- [Work request]: Only the lines from the beginning of the data below through the line that contains "function fill(path, color)" should be repeated, exactly as written.
(Supplied entries begins)
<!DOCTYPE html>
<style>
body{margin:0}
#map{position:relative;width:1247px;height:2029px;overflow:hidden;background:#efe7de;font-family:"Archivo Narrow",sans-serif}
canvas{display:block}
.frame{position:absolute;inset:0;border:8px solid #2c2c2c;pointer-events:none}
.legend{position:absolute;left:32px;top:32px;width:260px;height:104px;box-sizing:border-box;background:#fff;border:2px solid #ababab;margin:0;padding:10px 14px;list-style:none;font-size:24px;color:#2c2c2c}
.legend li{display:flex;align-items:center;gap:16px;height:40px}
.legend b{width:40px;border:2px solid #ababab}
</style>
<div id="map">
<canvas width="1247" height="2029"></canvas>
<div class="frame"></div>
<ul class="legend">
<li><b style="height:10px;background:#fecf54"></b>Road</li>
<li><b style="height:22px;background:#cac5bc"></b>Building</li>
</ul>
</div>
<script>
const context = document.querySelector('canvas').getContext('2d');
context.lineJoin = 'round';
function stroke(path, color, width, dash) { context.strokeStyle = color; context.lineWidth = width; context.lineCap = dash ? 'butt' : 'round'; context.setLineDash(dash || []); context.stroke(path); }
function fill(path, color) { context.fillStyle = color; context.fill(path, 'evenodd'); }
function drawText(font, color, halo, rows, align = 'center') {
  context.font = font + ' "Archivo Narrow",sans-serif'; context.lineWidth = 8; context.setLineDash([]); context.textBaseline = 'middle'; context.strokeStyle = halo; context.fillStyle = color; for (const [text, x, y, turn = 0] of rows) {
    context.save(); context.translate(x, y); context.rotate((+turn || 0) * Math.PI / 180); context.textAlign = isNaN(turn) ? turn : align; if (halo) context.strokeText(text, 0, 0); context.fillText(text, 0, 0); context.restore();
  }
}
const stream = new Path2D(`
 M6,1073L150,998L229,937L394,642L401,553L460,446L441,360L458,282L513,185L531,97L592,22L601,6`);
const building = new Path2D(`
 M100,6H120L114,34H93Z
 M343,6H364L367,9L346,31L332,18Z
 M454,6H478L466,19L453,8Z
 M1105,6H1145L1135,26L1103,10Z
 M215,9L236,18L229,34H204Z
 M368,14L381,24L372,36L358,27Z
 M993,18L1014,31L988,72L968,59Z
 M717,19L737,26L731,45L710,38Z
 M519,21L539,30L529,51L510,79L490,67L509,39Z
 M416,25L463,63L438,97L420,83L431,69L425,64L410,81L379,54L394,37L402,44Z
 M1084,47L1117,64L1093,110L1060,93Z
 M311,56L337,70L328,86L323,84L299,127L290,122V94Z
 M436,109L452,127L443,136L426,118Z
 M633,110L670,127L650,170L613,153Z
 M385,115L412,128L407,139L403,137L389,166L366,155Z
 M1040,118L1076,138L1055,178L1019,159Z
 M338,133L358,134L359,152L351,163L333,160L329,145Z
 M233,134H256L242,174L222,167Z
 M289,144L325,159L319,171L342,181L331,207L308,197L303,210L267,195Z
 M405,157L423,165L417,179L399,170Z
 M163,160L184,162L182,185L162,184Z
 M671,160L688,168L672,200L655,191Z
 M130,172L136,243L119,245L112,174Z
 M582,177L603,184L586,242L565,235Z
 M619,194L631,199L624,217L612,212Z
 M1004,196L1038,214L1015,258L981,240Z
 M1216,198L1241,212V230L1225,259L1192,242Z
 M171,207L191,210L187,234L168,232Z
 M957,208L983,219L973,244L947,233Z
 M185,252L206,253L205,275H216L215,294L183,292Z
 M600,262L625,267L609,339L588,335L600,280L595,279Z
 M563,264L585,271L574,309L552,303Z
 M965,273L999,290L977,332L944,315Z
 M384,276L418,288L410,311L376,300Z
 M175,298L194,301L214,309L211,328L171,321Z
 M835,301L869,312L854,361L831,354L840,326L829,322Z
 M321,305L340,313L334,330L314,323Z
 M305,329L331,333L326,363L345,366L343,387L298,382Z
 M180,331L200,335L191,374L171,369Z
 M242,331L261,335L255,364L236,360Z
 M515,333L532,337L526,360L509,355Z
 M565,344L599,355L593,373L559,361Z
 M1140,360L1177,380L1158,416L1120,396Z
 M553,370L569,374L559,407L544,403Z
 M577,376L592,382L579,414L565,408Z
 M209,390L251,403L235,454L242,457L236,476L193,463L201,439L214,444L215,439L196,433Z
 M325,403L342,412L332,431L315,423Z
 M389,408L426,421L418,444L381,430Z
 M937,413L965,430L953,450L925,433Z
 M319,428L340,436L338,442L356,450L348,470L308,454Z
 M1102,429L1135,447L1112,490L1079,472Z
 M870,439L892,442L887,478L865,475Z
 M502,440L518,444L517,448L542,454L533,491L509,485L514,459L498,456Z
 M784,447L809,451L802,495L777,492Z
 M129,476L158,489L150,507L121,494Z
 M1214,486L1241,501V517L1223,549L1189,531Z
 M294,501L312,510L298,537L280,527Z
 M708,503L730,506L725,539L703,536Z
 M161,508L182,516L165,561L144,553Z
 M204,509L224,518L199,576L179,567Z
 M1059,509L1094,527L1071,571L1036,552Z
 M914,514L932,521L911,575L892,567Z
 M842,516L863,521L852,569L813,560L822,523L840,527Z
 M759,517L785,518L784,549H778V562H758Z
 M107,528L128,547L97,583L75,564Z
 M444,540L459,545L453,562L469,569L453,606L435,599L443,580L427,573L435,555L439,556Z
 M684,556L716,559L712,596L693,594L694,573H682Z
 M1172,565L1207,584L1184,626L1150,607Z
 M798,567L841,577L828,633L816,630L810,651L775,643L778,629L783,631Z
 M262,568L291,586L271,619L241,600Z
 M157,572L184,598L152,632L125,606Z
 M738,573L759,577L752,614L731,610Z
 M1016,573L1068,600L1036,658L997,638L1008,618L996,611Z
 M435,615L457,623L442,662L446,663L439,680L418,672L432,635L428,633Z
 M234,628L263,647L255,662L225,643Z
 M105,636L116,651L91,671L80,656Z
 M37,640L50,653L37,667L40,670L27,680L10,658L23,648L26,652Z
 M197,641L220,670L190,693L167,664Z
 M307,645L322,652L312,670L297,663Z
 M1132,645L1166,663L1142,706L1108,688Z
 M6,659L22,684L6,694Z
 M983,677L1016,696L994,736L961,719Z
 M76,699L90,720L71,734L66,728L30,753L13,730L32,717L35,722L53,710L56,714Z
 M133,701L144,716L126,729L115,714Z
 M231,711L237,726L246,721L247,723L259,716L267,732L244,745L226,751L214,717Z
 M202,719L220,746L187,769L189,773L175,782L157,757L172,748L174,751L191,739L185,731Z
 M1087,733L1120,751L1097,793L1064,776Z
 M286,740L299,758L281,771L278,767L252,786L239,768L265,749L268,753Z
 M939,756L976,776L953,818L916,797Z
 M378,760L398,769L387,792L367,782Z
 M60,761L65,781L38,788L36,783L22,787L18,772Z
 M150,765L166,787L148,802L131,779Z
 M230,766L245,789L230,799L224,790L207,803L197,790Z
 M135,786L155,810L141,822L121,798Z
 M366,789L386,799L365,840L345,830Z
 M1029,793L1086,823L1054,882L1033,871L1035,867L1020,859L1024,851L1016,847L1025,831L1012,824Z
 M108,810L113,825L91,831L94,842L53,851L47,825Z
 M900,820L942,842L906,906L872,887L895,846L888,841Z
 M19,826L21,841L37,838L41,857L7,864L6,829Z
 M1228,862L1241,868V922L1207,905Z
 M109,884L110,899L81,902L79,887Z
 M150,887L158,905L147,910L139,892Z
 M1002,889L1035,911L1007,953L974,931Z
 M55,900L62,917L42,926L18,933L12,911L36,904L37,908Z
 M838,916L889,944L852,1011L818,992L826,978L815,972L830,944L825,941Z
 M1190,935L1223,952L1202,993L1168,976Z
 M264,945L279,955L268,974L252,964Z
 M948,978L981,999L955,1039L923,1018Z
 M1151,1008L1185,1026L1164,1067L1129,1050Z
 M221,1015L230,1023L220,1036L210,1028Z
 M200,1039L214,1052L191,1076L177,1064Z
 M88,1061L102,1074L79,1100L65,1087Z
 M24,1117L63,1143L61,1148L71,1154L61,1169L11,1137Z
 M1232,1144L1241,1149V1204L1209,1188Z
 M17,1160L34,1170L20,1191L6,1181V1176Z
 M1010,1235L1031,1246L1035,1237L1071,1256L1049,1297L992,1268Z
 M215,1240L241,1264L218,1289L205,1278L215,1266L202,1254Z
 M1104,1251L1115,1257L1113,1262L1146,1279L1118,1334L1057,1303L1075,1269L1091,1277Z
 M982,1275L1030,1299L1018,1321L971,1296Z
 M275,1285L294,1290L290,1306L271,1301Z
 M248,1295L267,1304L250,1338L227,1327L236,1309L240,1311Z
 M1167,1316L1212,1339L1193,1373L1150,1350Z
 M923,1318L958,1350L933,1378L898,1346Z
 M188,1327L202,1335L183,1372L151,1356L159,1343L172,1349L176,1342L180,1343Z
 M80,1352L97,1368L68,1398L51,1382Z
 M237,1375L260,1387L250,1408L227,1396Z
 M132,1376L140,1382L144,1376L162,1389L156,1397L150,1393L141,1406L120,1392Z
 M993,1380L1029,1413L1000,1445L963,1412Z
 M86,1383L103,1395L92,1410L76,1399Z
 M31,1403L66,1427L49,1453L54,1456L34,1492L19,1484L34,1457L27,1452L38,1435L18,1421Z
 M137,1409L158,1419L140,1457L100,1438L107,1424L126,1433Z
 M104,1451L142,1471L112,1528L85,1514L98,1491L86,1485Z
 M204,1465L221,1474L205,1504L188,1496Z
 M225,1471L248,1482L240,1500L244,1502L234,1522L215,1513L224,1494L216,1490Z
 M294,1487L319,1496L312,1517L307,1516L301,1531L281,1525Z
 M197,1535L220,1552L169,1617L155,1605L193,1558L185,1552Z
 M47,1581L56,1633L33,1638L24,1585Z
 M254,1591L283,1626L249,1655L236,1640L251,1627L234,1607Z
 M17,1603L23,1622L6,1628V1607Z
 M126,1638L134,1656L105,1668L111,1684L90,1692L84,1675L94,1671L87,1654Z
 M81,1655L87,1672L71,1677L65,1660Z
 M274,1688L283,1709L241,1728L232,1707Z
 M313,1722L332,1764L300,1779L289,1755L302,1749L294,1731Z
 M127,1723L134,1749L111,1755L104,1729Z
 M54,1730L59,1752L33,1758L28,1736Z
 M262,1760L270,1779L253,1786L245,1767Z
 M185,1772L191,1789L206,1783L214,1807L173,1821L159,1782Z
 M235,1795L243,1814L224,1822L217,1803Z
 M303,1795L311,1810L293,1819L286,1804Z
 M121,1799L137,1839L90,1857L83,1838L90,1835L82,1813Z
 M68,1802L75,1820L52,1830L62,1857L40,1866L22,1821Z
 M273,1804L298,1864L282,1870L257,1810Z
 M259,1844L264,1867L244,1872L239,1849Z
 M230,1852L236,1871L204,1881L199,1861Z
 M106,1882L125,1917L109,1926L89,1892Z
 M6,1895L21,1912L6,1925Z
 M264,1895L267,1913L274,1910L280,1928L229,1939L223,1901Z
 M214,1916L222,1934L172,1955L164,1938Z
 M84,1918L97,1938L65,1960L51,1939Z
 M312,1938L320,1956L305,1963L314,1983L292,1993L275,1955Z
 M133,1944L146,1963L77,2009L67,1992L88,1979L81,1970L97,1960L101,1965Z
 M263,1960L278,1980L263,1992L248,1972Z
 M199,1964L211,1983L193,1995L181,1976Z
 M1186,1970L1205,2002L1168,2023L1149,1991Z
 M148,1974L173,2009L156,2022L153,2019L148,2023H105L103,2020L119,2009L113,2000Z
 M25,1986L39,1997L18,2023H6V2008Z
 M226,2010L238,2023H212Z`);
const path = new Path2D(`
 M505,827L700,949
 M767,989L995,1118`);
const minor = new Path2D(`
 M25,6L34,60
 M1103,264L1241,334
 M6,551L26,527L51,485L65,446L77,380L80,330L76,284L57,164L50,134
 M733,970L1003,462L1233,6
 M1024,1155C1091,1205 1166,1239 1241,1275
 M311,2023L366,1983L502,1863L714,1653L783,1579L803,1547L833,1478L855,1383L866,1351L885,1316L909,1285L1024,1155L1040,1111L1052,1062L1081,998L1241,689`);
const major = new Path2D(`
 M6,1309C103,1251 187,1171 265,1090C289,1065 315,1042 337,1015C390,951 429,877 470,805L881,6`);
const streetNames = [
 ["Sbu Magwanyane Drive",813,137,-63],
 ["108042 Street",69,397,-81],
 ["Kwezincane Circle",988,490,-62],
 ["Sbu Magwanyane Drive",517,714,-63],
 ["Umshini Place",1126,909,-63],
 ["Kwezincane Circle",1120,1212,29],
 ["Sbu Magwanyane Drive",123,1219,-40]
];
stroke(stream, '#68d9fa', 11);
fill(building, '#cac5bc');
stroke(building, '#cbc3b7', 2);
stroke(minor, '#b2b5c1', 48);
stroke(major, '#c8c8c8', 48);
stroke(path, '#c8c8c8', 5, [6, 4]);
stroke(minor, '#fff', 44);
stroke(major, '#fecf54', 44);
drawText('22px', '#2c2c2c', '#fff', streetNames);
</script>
(Supplied entries ends)
- [Response to the exercise]:
<!DOCTYPE html>
<style>
body{margin:0}
#map{position:relative;width:1247px;height:2029px;overflow:hidden;background:#efe7de;font-family:"Archivo Narrow",sans-serif}
canvas{display:block}
.frame{position:absolute;inset:0;border:8px solid #2c2c2c;pointer-events:none}
.legend{position:absolute;left:32px;top:32px;width:260px;height:104px;box-sizing:border-box;background:#fff;border:2px solid #ababab;margin:0;padding:10px 14px;list-style:none;font-size:24px;color:#2c2c2c}
.legend li{display:flex;align-items:center;gap:16px;height:40px}
.legend b{width:40px;border:2px solid #ababab}
</style>
<div id="map">
<canvas width="1247" height="2029"></canvas>
<div class="frame"></div>
<ul class="legend">
<li><b style="height:10px;background:#fecf54"></b>Road</li>
<li><b style="height:22px;background:#cac5bc"></b>Building</li>
</ul>
</div>
<script>
const context = document.querySelector('canvas').getContext('2d');
context.lineJoin = 'round';
function stroke(path, color, width, dash) { context.strokeStyle = color; context.lineWidth = width; context.lineCap = dash ? 'butt' : 'round'; context.setLineDash(dash || []); context.stroke(path); }
function fill(path, color) { context.fillStyle = color; context.fill(path, 'evenodd'); }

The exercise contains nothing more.